▶ _DATA IN THIS EXERCISE_
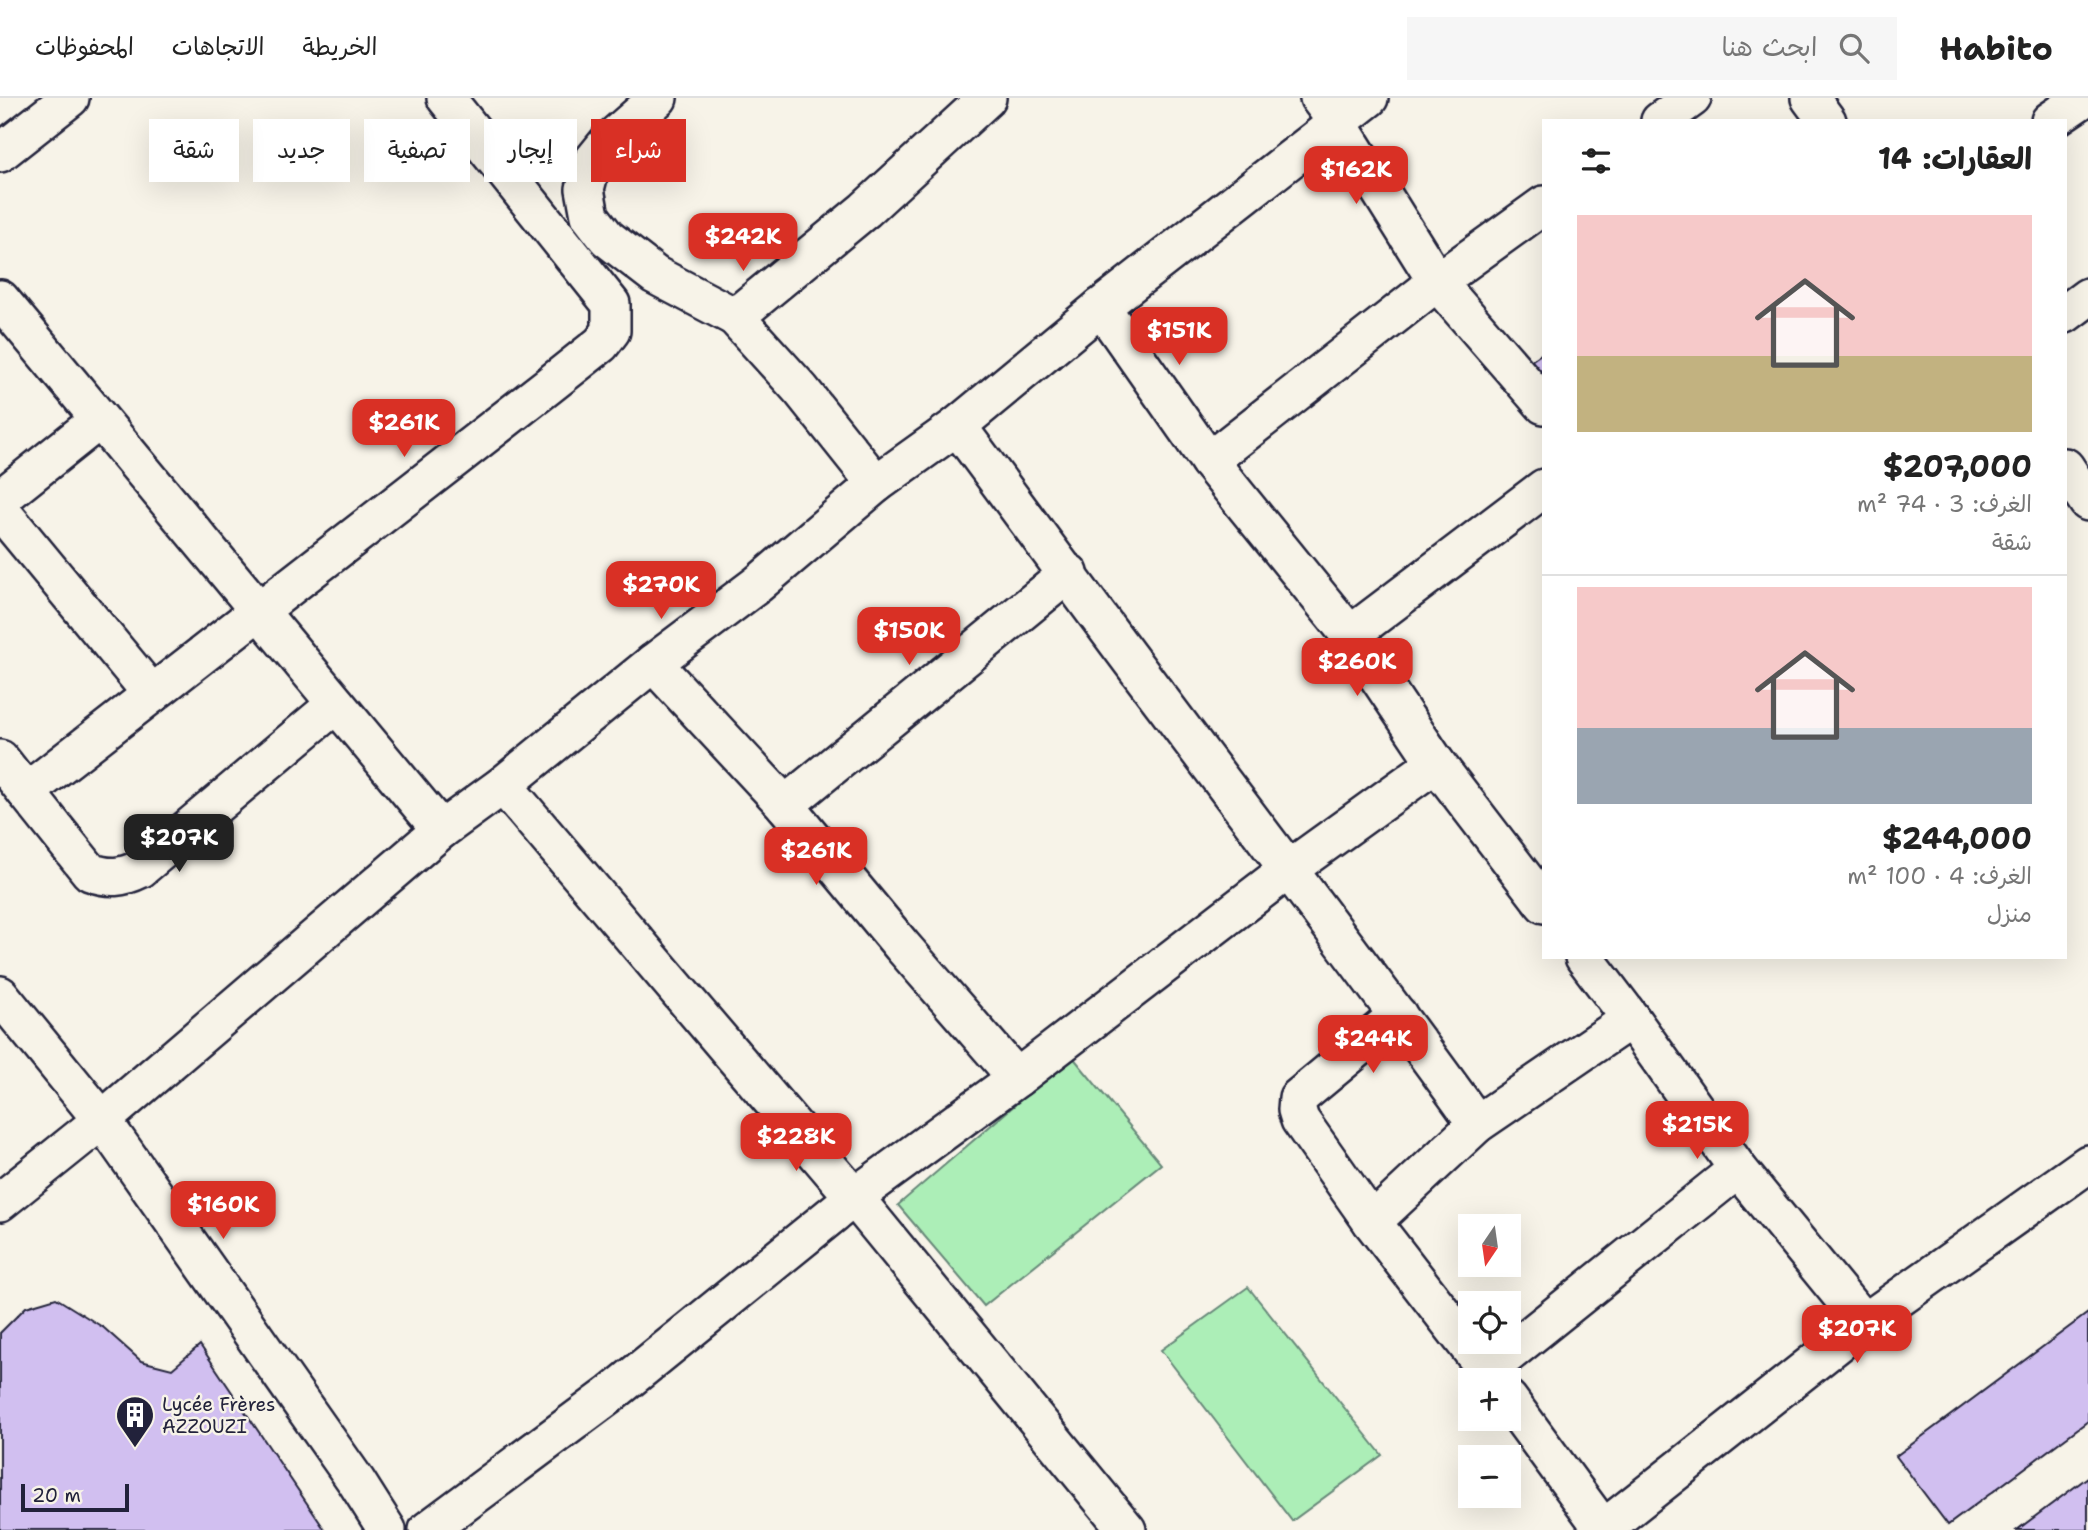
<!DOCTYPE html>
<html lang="ar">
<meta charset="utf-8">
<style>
:root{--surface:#fff;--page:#f6f6f6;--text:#222;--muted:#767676;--line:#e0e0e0;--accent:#d93025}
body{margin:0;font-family:"Shantell Sans","Playpen Sans Arabic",sans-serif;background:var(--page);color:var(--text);direction:rtl;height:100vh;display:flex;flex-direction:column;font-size:26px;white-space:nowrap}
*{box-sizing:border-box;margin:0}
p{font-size:23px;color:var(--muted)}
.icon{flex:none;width:38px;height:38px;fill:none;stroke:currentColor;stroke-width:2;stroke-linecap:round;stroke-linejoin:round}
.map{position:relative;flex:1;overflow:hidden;direction:ltr}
.details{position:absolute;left:1542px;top:21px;width:525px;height:840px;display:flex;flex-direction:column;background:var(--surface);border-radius:0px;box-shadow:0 7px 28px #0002;direction:rtl}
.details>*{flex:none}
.banner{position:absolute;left:21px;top:21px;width:665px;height:63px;direction:rtl;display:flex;gap:14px}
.needle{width:46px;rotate:193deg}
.controls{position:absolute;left:1458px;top:1116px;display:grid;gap:14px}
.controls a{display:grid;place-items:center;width:63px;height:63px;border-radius:0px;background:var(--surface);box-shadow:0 7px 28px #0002;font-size:35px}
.scale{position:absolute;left:21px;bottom:18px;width:108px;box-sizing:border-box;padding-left:7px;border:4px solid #22223b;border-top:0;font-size:19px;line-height:24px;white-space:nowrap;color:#22223b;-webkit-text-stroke:5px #f7f3e8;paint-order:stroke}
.price{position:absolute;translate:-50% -60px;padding:0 16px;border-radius:14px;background:var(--accent);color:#fff;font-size:23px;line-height:46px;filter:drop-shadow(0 2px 4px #0008)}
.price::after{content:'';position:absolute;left:50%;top:42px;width:21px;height:16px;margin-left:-10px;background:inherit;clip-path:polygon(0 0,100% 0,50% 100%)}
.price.on{background:#222;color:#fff}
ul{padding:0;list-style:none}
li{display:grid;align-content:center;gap:14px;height:371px;padding:0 35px}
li+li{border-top:2px solid var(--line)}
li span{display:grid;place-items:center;height:217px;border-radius:0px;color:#555}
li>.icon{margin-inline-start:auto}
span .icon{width:126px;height:126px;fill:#fffc;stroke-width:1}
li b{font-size:30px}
h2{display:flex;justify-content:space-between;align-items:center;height:84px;padding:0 35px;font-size:30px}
.chip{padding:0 24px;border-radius:0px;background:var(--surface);box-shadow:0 7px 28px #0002;font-size:24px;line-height:63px}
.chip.on{background:var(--accent);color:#fff}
header{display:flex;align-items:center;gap:42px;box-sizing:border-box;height:98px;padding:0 35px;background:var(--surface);border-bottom:2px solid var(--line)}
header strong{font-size:33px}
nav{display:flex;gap:38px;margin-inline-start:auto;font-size:24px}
.search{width:490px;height:63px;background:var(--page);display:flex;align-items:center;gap:18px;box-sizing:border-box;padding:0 24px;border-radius:0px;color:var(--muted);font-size:26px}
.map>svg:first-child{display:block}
.green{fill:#aceeb7;stroke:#678879;stroke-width:2}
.building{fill:#d1bff0;stroke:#22223b;stroke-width:2}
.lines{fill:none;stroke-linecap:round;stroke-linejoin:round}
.minor-casing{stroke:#22223b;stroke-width:42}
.minor{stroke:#f7f3e8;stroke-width:37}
.labels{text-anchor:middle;stroke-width:5;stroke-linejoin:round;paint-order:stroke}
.poi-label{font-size:19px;fill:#22223b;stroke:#f7f3e8;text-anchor:start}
</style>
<header>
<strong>Habito</strong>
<div class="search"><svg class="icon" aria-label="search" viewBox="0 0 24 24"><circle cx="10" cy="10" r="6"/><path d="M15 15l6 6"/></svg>ابحث هنا</div>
<nav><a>الخريطة</a><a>الاتجاهات</a><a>المحفوظات</a></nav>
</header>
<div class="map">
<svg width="2088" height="1432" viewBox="0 0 2088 1432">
<rect width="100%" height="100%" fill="#f7f3e8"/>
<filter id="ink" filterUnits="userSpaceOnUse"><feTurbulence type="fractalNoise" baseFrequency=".0143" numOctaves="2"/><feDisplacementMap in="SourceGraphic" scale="14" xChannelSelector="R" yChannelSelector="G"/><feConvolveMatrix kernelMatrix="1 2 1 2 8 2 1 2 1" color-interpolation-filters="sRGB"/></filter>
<g filter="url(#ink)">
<g class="green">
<polygon points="1072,958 1161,1066 984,1208 898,1107"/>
<polygon points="1248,1189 1382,1357 1292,1423 1161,1252"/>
</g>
<g class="building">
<polygon points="1544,254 1544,279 1531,263"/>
<polygon points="56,1200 104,1230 141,1263 172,1271 200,1247 325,1432 0,1432 0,1235 26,1209"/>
<polygon points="2088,1215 2088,1323 1948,1427 1896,1358"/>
<polygon points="2088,1379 2088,1432 2017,1432"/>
</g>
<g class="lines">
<defs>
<g id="minor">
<polyline points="658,0 609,43 592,64 585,91 590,118 607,140 655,177 735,219"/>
<polyline points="1319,0 1337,24 1437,184 1544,307"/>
<polyline points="1810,0 1827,23"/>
<polyline points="1660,23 1692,0"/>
<polyline points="2050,23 2084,0"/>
<polyline points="0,55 70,0"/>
<polyline points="0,201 441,732"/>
<polyline points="1101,209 1209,363 1350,537 1436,665 1544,806"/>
<polyline points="2065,216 2088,199"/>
<path d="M957 328C1027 421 1095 516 1166 609 1270 748 1376 885 1477 1026"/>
<polyline points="1209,363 1437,184 1544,107"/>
<polyline points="2065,369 2088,404"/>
<polyline points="876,386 801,292 735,219 865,112 987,0"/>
<polyline points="0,401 99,322"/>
<polyline points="0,412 152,596"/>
<polyline points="1350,537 1544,390"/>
<polyline points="653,565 785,707 902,848 1017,980"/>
<polyline points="0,661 26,694 548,288 601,246 611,233 611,206 446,0"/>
<polyline points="503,687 854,1099 1127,1432"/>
<path d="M26 694 90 774C109 781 122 780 140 771L336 606"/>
<polyline points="785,707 1069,475"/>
<polyline points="1584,859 1631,921 1738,1071 1864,1225"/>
<polyline points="0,897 102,1022 356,1383 387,1432"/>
<polyline points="1398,917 1298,1000 1297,1012 1300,1022 1372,1124 1495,1283"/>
<polyline points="0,1104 102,1022 441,732 503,687 653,565 758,486 876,386 957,328 1101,209 1369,0"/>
<polyline points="1372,1124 1477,1026 1631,921"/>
<polyline points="1488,1272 1738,1071"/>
<polyline points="1508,1301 1604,1432"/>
<polyline points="428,1432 611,1296 854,1099 1017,980 1289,771 1436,665"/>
<polyline points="1602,1432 1864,1225 2088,1066"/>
</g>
</defs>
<use href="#minor" class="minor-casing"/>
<use href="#minor" class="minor"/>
</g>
</g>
<defs>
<symbol id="building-pin" viewBox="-11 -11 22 30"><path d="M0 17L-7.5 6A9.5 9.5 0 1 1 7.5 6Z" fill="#22223b" stroke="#f7f3e8"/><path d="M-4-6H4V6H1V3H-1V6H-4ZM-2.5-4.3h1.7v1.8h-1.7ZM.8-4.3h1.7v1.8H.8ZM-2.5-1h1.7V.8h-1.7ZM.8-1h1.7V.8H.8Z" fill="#fff"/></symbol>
</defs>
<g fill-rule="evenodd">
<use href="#building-pin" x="113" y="1295" width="44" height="60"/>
</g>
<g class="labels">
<g class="poi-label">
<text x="162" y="1313">Lycée Frères<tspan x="162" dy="22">AZZOUZI</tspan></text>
</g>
</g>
</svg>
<div class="controls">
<a><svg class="needle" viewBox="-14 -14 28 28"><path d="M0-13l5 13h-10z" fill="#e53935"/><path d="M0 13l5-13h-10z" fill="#767676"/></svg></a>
<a><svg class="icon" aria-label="locate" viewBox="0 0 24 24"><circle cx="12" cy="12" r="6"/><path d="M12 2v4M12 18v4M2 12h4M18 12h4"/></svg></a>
<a>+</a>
<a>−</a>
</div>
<div class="scale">20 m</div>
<b class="price" style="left:1356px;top:108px">$162K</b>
<b class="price" style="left:743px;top:175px">$242K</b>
<b class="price" style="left:1179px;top:269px">$151K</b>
<b class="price" style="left:404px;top:361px">$261K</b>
<b class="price" style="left:661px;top:523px">$270K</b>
<b class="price" style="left:909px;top:569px">$150K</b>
<b class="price" style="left:1357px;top:600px">$260K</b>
<b class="price on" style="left:179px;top:776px">$207K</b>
<b class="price" style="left:816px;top:789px">$261K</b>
<b class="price" style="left:1373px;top:977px">$244K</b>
<b class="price" style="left:1697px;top:1063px">$215K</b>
<b class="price" style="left:796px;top:1075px">$228K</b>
<b class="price" style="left:223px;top:1143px">$160K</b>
<b class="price" style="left:1857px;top:1267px">$207K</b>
<div class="banner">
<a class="chip on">شراء</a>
<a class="chip">إيجار</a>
<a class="chip">تصفية</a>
<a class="chip">جديد</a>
<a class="chip">شقة</a>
</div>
<section class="details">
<h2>العقارات: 14<svg class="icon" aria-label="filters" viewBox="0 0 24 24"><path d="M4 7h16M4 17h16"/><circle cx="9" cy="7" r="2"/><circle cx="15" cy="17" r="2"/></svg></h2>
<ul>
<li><span style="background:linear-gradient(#f6c9c9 65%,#c2b280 0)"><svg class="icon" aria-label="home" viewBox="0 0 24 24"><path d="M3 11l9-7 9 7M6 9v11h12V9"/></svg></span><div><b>$207,000</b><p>الغرف: 3 · 74 m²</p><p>شقة</p></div></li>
<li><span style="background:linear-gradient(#f6c9c9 65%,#9aa5b1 0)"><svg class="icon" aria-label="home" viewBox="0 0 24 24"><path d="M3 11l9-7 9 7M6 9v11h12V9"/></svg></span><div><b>$244,000</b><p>الغرف: 4 · 100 m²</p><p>منزل</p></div></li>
</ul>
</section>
</div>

▶ _PROBLEM DESCRIPTION_
Check each line above for the string "controls" and return those that contain it.

▶ _ANSWER TO THIS PROBLEM_
.controls{position:absolute;left:1458px;top:1116px;display:grid;gap:14px}
.controls a{display:grid;place-items:center;width:63px;height:63px;border-radius:0px;background:var(--surface);box-shadow:0 7px 28px #0002;font-size:35px}
<div class="controls">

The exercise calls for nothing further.